• Requirement
Where the data below begins, start retyping exactly, and end on the line with "function drawText(font, color, halo, rows, align", which is included; no picture goes in.

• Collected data
------------------------------------------------------------------------

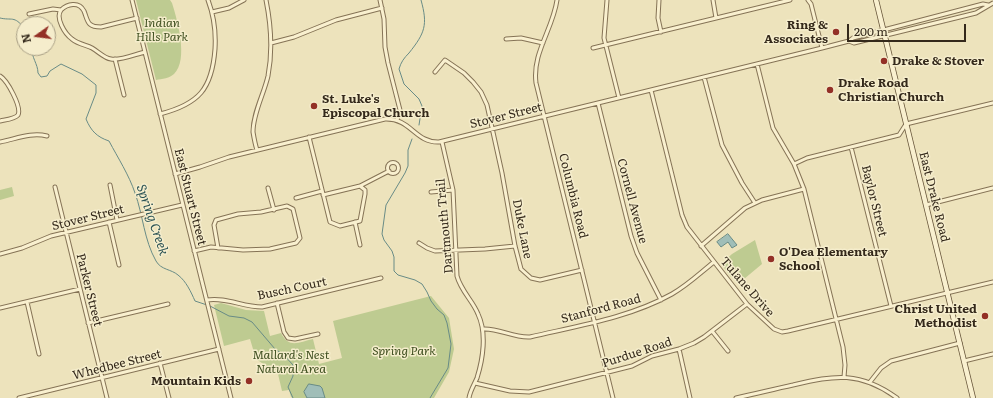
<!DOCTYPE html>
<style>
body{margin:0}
#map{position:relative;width:993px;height:398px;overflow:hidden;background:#ede3bc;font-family:Literata,serif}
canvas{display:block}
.north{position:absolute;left:16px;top:16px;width:40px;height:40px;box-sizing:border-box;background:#f5edcc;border:1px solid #a89f85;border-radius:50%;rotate:256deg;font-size:11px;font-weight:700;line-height:16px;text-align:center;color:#34291b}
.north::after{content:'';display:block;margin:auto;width:14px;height:18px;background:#933026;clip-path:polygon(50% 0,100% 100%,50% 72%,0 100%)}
.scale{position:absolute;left:847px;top:24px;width:119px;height:18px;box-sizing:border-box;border:2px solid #34291b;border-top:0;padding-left:5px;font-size:12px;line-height:14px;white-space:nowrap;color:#34291b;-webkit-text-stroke:3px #f5edcc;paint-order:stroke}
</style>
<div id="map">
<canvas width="993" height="398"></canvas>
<div class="north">N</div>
<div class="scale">200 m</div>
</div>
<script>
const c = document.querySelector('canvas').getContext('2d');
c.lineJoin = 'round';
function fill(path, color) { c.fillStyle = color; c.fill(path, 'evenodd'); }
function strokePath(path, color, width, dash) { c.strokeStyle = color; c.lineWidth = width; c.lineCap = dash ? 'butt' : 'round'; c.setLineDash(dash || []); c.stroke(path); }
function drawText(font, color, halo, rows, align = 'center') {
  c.font = font + ' Literata,serif'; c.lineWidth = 3; c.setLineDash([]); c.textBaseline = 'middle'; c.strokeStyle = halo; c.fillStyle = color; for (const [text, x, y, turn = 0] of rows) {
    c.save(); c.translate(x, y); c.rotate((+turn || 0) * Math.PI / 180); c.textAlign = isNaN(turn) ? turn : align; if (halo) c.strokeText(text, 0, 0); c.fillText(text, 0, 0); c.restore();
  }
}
const green = new Path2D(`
 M136 0H170L172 3C177 19 189 60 174 74 170 78 162 79 156 80Z
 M12 187 14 196 0 200V190Z
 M755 240 762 264 744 279 738 271 731 277 721 264 732 254Z
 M431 296 449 318 454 349 449 372 434 398H293L291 397 289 390 282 391 278 374 256 359 250 339 224 346 214 305 221 303 246 310 264 311 270 336 281 333C289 349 299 342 313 339L319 364 342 358 333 321Z`);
const water = new Path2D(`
 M728 234 737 245 732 248 728 242 721 247 717 242Z
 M309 384 320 386 322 388 325 398H307L304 392Z`);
const stream = new Path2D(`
 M0 18C12 21 14 15 24 28
 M32 48C31 57 38 64 38 73L41 77 47 76 50 71 61 64 82 74 96 85V93L86 119C91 131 97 137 109 141 118 158 129 175 135 193 143 215 144 240 156 261 161 270 171 269 178 275 186 281 191 292 195 301L207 305
 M419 125 422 106 419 99 404 84 399 69C401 62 404 58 409 53 425 33 428 25 421 0
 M412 139 408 150V166L405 173 386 205 382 234 384 240 392 251 394 257V271L398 275 415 280 422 284 427 292 431 301 437 309 444 315 447 323 451 344 448 368 430 398
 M210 306 229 316 244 318 252 322 275 349 284 355 293 365V376L288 387 293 398`);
const street = new Path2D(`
 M132 0 231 398
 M380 0 384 19 385 47 388 63 400 110 397 120
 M557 0C553 29 532 53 536 83L613 398
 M607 0 604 38 619 98
 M659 0 658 18 661 32
 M713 0 716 18
 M808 0 811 4 822 48
 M61 10C55 18 65 34 72 39 78 44 86 45 92 48 99 52 104 58 111 59 120 61 136 54 145 52
 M212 12 229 8 244 0
 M29 14 53 9 61 10C67 4 79 1 84 11 88 21 87 27 101 27L137 18
 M506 39 521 38 543 43
 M849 41 853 38 983 4 988 5
 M271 43 294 37 336 20 382 8
 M593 48 790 0
 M115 59 124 95
 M757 64 773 128 794 164 804 189 843 347 845 365 844 377
 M435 72 445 60 464 73 473 82 481 92 487 105 502 173 515 246 521 269 531 278 540 280 582 270
 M0 76C7 80 22 107 18 115 15 119 4 120 0 121
 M704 77 722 145 742 183 755 203
 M651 90 682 215 687 227 747 304 774 329 782 332 788 331 993 282
 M598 103 631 236 637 253 661 300
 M160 114C199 104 212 89 215 49 216 33 214 16 208 0
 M309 137 330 222 340 226 360 221 365 194V190L360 186 323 195
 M0 142C16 139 31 132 47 136
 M442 142 453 190 457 276C461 291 473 301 478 314 487 333 483 359 477 378 474 385 470 391 469 398
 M851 147 891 306
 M257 150C255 144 254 138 253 132 253 113 264 94 268 76 273 50 271 25 266 0
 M387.5 168a5.5 5.5 0 1 1 11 0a5.5 5.5 0 1 1-11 0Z
 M794 164 807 158 899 135 906 124 993 103
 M175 174 200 167 229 157 385 119C411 118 415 143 439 142L822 48 849 41 854 43 976 13 993 3
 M110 185 117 220
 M360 186 389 171
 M55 187 107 398
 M268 188 274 210
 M431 192 453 190
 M296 198 322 191
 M926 205 993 188
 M109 222 119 265
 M355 222 360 245
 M419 243 427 248 435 251 485 249 515 246
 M701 246 745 208 762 200 804 189
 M194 251 211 247 243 250 270 249 296 243 300 238 293 209 287 206 261 212 238 214 216 220 214 225 218 248
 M0 254 22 248 51 236 182 205
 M207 300C226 297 243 307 262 307L381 278
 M27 302 39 354
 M277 303 284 332 288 338 295 339 318 334
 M0 308 80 289
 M88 323 168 304
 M483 329C499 328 513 338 530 337 577 326 629 318 672 294 688 285 700 273 714 262
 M712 331 728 351
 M679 349 690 398
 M964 361 993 354
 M160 363 169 398
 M870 382 881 368 891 361 960 343
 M475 383 510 391 529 392 632 366 652 356 679 349 694 343 704 337 747 304
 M19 398 219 349
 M736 398C755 394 774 389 793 385 835 375 860 371 897 398`);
const secondary = new Path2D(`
 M876 0 973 398`);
const markers = [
 [836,32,4,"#933026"],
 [884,61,4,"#933026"],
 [830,90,4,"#933026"],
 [314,106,4,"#933026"],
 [771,259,4,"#933026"],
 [985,316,4,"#933026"],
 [249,381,4,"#933026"]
];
const parkNames = [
 ["Indian",162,23],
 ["Hills Park",162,37],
 ["Spring Park",404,351],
 ["Mallard's Nest",291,355],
 ["Natural Area",291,369]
];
const poiNames = [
 ["Ring &",828,25,"right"],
 ["Associates",828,39,"right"],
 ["Drake & Stover",892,61],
 ["Drake Road",838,83],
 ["Christian Church",838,97],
 ["St. Luke's",322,99],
 ["Episcopal Church",322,113],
 ["O'Dea Elementary",779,252],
 ["School",779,266],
 ["Christ United",977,309,"right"],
 ["Methodist",977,323,"right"],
 ["Mountain Kids",241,381,"right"]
];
const streetNames = [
 ["Stover Street",506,116,-14],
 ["Columbia Road",573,196,76],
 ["East Stuart Street",190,197,76],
 ["East Drake Road",934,197,76],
 ["Cornell Avenue",632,201,75],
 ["Baylor Street",874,201,76],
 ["Stover Street",88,218,-14],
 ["Dartmouth Trail",445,226,-95],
 ["Duke Lane",522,229,79],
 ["Tulane Drive",747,287,49],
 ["Busch Court",292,289,-12],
 ["Parker Street",89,290,76],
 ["Stanford Road",601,309,-15],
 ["Purdue Road",637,353,-18],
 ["Whedbee Street",117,365,-14]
];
const waterNames = [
 ["Spring Creek",152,220,71]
];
fill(green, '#becb91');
fill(water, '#a0beb8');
strokePath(water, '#688b86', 1);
strokePath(stream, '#688b86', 1);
strokePath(street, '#857356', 5);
strokePath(secondary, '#665439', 6);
strokePath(street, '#f9f0cf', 3);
strokePath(secondary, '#f9f0cf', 4.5);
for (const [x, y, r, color] of markers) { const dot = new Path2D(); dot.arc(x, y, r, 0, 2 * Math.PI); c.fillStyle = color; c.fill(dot); strokePath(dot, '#f5edcc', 1.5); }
drawText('italic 12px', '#405021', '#f5edcc', parkNames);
drawText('bold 12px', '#34291b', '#f5edcc', poiNames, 'left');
drawText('12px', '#34291b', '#f5edcc', streetNames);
drawText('italic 13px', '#2a5254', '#f5edcc', waterNames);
</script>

------------------------------------------------------------------------

• Task result
<!DOCTYPE html>
<style>
body{margin:0}
#map{position:relative;width:993px;height:398px;overflow:hidden;background:#ede3bc;font-family:Literata,serif}
canvas{display:block}
.north{position:absolute;left:16px;top:16px;width:40px;height:40px;box-sizing:border-box;background:#f5edcc;border:1px solid #a89f85;border-radius:50%;rotate:256deg;font-size:11px;font-weight:700;line-height:16px;text-align:center;color:#34291b}
.north::after{content:'';display:block;margin:auto;width:14px;height:18px;background:#933026;clip-path:polygon(50% 0,100% 100%,50% 72%,0 100%)}
.scale{position:absolute;left:847px;top:24px;width:119px;height:18px;box-sizing:border-box;border:2px solid #34291b;border-top:0;padding-left:5px;font-size:12px;line-height:14px;white-space:nowrap;color:#34291b;-webkit-text-stroke:3px #f5edcc;paint-order:stroke}
</style>
<div id="map">
<canvas width="993" height="398"></canvas>
<div class="north">N</div>
<div class="scale">200 m</div>
</div>
<script>
const c = document.querySelector('canvas').getContext('2d');
c.lineJoin = 'round';
function fill(path, color) { c.fillStyle = color; c.fill(path, 'evenodd'); }
function strokePath(path, color, width, dash) { c.strokeStyle = color; c.lineWidth = width; c.lineCap = dash ? 'butt' : 'round'; c.setLineDash(dash || []); c.stroke(path); }
function drawText(font, color, halo, rows, align = 'center') {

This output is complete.